[Stored items]
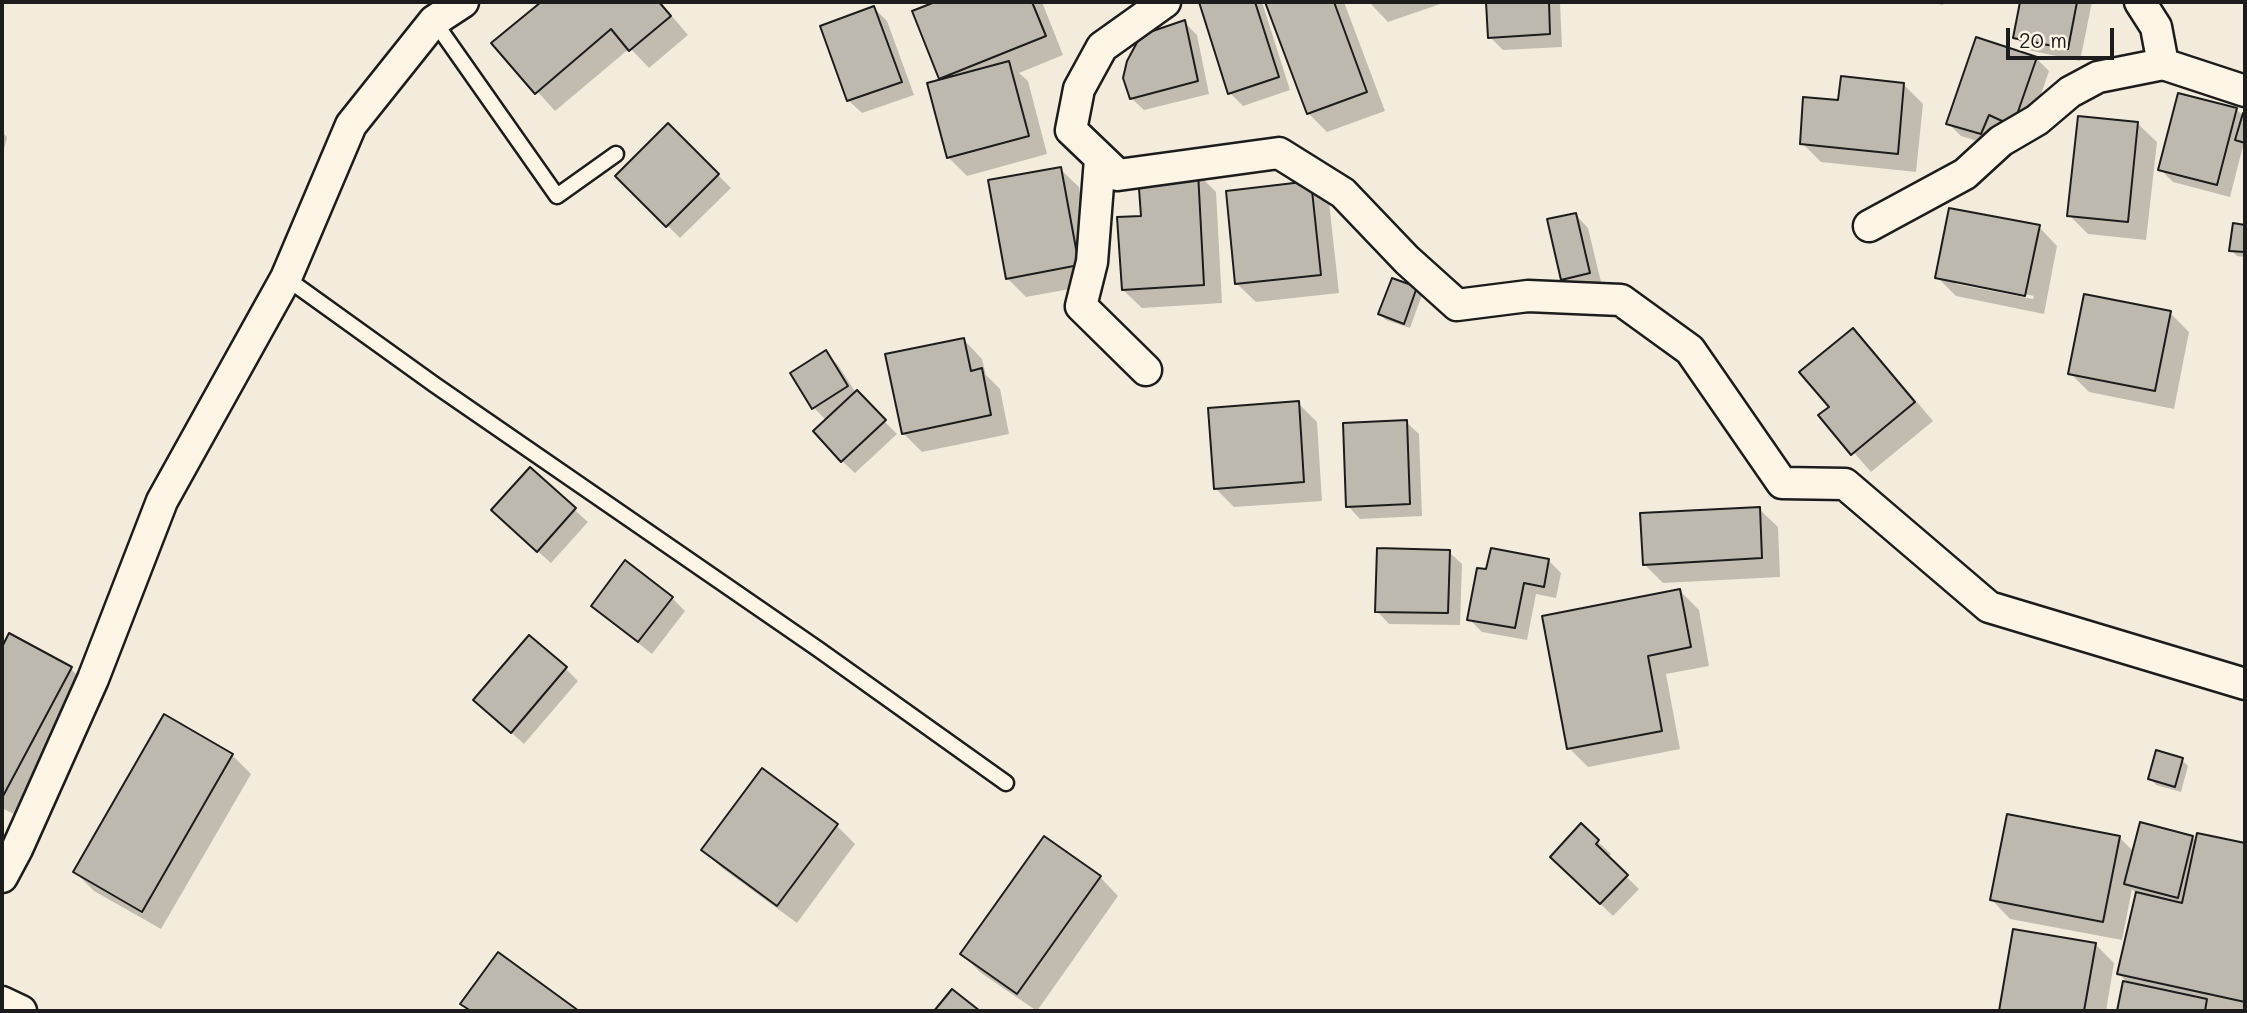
<!DOCTYPE html>
<html>
<head>
<meta charset="utf-8">
<style>
  body { margin:0 }
  #map { position:relative; width:2247px; height:1013px; overflow:hidden; background:#f3ecdd; font-family:Mali,sans-serif }
  canvas { display:block }
  .frame { position:absolute; inset:0; border:4px solid #1c1c1c; pointer-events:none }
  .scale { position:absolute; left:2006px; top:28px; width:108px; height:32px; box-sizing:border-box; border:4px solid #1c1c1c; border-top:0; padding-left:9px; font-size:21px; line-height:24px; white-space:nowrap; color:#1c1c1c; -webkit-text-stroke:5px #fcf5e5; paint-order:stroke }
</style>
</head>
<body>
<div id="map">
<canvas width="2247" height="1013"></canvas>
<div class="frame"></div>
<div class="scale">20 m</div>
</div>
<script>
const context = document.querySelector('canvas').getContext('2d');
context.lineJoin = 'round';
function fillPath(path, color) { context.fillStyle = color; context.fill(path, 'evenodd'); }
const poly = rows => new Path2D(rows.map(r => 'M' + r).join(''));
function stroke(path, color, width, dash) { context.strokeStyle = color; context.lineWidth = width; context.lineCap = dash ? 'butt' : 'round'; context.setLineDash(dash || []); context.stroke(path); }
fillPath(poly([
  [543,2,660,2,688,35,649,68,630,48,555,111,494,43],
  [940,2,1042,2,1063,55,1019,73,1028,81,1047,154,967,176,948,157,943,80,914,12],
  [1200,2,1262,2,1290,90,1243,106,1230,93],
  [1267,2,1344,2,1385,111,1327,132,1308,113],
  [1369,2,1446,2,1388,22],
  [1488,2,1560,2,1562,47,1503,50,1490,37],
  [1924,2,1943,2,1943,5],
  [2022,2,2092,2,2080,61,2028,50,2015,37],
  [874,8,887,21,914,95,862,113,849,101,822,27],
  [1184,22,1197,35,1209,94,1144,110,1131,98],
  [2036,58,2049,71,2026,138,1994,146,1961,136,1948,123],
  [1904,85,1923,104,1916,172,1821,162,1802,143,1839,102],
  [2236,109,2244,117,2245,115,2245,148,2243,146,2230,197,2173,182,2160,169],
  [2138,124,2157,142,2146,240,2088,234,2069,215],
  [668,125,731,188,680,238,617,176],
  [2,132,7,137,2,157],
  [1060,169,1079,187,1097,284,1026,297,1007,278],
  [1197,173,1216,192,1222,303,1142,308,1123,290],
  [1311,183,1329,202,1339,293,1256,302,1237,284],
  [1576,215,1588,228,1602,286,1576,292,1563,279],
  [2234,225,2245,226,2245,257,2237,256,2231,250],
  [2039,227,2057,246,2044,314,1956,296,1937,277],
  [1956,280,2034,296,2033,299,1956,284],
  [1416,289,1422,295,1410,328,1386,320,1380,314],
  [2170,313,2189,332,2174,409,2089,392,2070,373],
  [1853,330,1872,349,1933,421,1871,472,1821,415,1831,407],
  [964,340,982,359,986,375,1000,389,1009,434,922,452,903,433],
  [825,352,838,365,856,393,897,434,855,473,842,461,827,421,814,408],
  [1298,403,1317,422,1322,501,1234,507,1215,488],
  [1406,422,1419,434,1422,516,1360,519,1348,506],
  [530,469,588,522,551,563,506,523],
  [1759,509,1778,527,1780,577,1663,583,1644,564],
  [1449,552,1462,564,1460,625,1389,624,1377,611],
  [1548,560,1561,573,1556,598,1536,594,1527,640,1482,632,1469,619,1488,571],
  [1680,591,1699,610,1709,666,1666,674,1680,749,1588,767,1569,748],
  [672,598,685,611,652,654,606,618,593,606],
  [10,636,71,669,89,687,20,817,2,808,2,651],
  [565,668,578,681,524,744,488,712],
  [232,755,251,774,161,929,94,891,75,872],
  [2182,760,2188,766,2181,792,2156,785,2150,778],
  [836,825,855,844,797,923,722,868,703,850],
  [1581,826,1611,854,1607,858,1639,889,1613,916,1552,857],
  [2199,835,2245,845,2245,1011,2119,1011,2125,983,2129,984,2119,974,2137,895,2132,889,2122,940,2010,919,1992,900,2119,837,2134,852,2192,837,2197,842],
  [1100,877,1118,896,1037,1011,981,973,962,954],
  [2015,931,2096,945,2114,963,2106,1011,2001,1011],
  [498,954,576,1011,470,1011,462,1003]
]), '#0003');
const building = poly([
  [541,2,659,2,671,16,629,51,611,29,535,94,491,43,541,2],
  [935,2,1032,2,1046,36,939,79,912,11,935,2],
  [1199,2,1255,2,1279,77,1228,94,1199,2],
  [1265,2,1334,2,1367,92,1307,114,1265,2],
  [1486,2,1549,2,1550,34,1488,38,1486,2],
  [2020,2,2077,2,2068,49,2013,38,2020,2],
  [874,6,902,82,847,101,820,26,874,6],
  [1185,20,1198,81,1130,99,1123,78,1127,61,1141,35,1185,20],
  [1976,37,2037,57,2013,126,1989,115,1981,134,1946,124,1976,37],
  [1009,61,1029,136,947,158,927,83,1009,61],
  [1841,76,1904,83,1898,154,1800,144,1803,97,1838,100,1841,76],
  [2178,93,2237,108,2217,185,2158,170,2178,93],
  [2243,113,2245,113,2245,143,2235,140,2243,113],
  [2078,116,2138,122,2128,222,2067,216,2078,116],
  [668,123,719,174,666,227,615,176,668,123],
  [1061,167,1079,265,1006,279,988,180,1061,167],
  [1198,172,1204,285,1122,290,1117,217,1141,216,1138,175,1198,172],
  [1311,181,1321,275,1235,284,1226,191,1311,181],
  [1949,208,2040,225,2025,296,1935,278,1949,208],
  [1576,213,1590,273,1561,280,1547,219,1576,213],
  [2233,223,2245,225,2245,252,2229,251,2233,223],
  [1392,278,1417,287,1404,324,1378,314,1392,278],
  [2084,294,2171,311,2155,391,2068,374,2084,294],
  [1853,328,1915,402,1851,455,1818,415,1829,407,1799,372,1853,328],
  [964,338,971,371,982,368,991,415,902,434,885,354,964,338],
  [826,350,848,386,812,409,790,373,826,350],
  [857,390,886,420,841,462,813,431,857,390],
  [1299,401,1304,482,1214,489,1208,408,1299,401],
  [1407,420,1410,504,1346,507,1343,423,1407,420],
  [530,467,576,508,537,552,491,510,530,467],
  [1760,507,1762,558,1643,565,1640,513,1760,507],
  [1377,548,1450,550,1448,613,1375,612,1377,548],
  [1491,548,1549,559,1544,587,1524,583,1515,628,1467,620,1477,568,1486,569,1491,548],
  [625,560,673,597,638,642,591,606,625,560],
  [1680,589,1691,647,1648,656,1662,731,1567,749,1542,616,1680,589],
  [9,633,72,667,2,798,2,647,9,633],
  [529,635,567,667,511,733,473,700,529,635],
  [164,714,233,754,142,912,73,872,164,714],
  [2156,750,2183,758,2175,787,2148,779,2156,750],
  [762,768,838,824,777,906,701,850,762,768],
  [2007,814,2120,836,2103,922,1990,900,2007,814],
  [2140,822,2193,836,2178,898,2124,884,2140,822],
  [1581,823,1599,840,1596,844,1628,875,1600,904,1550,857,1581,823],
  [2197,833,2245,843,2245,1002,2117,974,2136,892,2182,903,2197,833],
  [1044,836,1101,876,1017,994,960,954,1044,836],
  [2013,929,2096,943,2084,1011,1999,1011,2013,929],
  [498,952,579,1011,471,1011,460,1004,498,952],
  [2123,981,2207,999,2205,1011,2117,1011,2123,981],
  [952,989,980,1011,934,1011,952,989]
]);
fillPath(building, '#beb9ae');
stroke(building, '#1c1c1c', 2);
const lane = poly([
  [434,21,557,196,616,154],
  [286,278,435,385,818,649,1006,783]
]);
const street = poly([
  [1165,2,1102,47,1079,89,1071,130,1118,175,1279,153,1343,193,1407,260,1457,305,1528,296,1621,300,1690,350,1782,483,1845,484,1989,607,2245,684],
  [2140,2,2156,27,2163,64,2245,91],
  [1100,159,1092,262,1081,306,1146,370],
  [1869,226,1965,174,2001,141,2037,120,2070,92,2098,77,2163,64],
  [2,877,17,849,93,679,162,501,286,278,351,125,434,21,463,2],
  [2,1002,21,1011]
]);
stroke(lane, '#1c1c1c', 19);
stroke(street, '#1c1c1c', 35);
stroke(lane, '#fcf5e5', 14);
stroke(street, '#fcf5e5', 30);
</script>
</body>
</html>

# EXERCISE REQUIREMENTS
For each line above that includes "lane", make a copy.

# WRITTEN REPLY
const lane = poly([
stroke(lane, '#1c1c1c', 19);
stroke(lane, '#fcf5e5', 14);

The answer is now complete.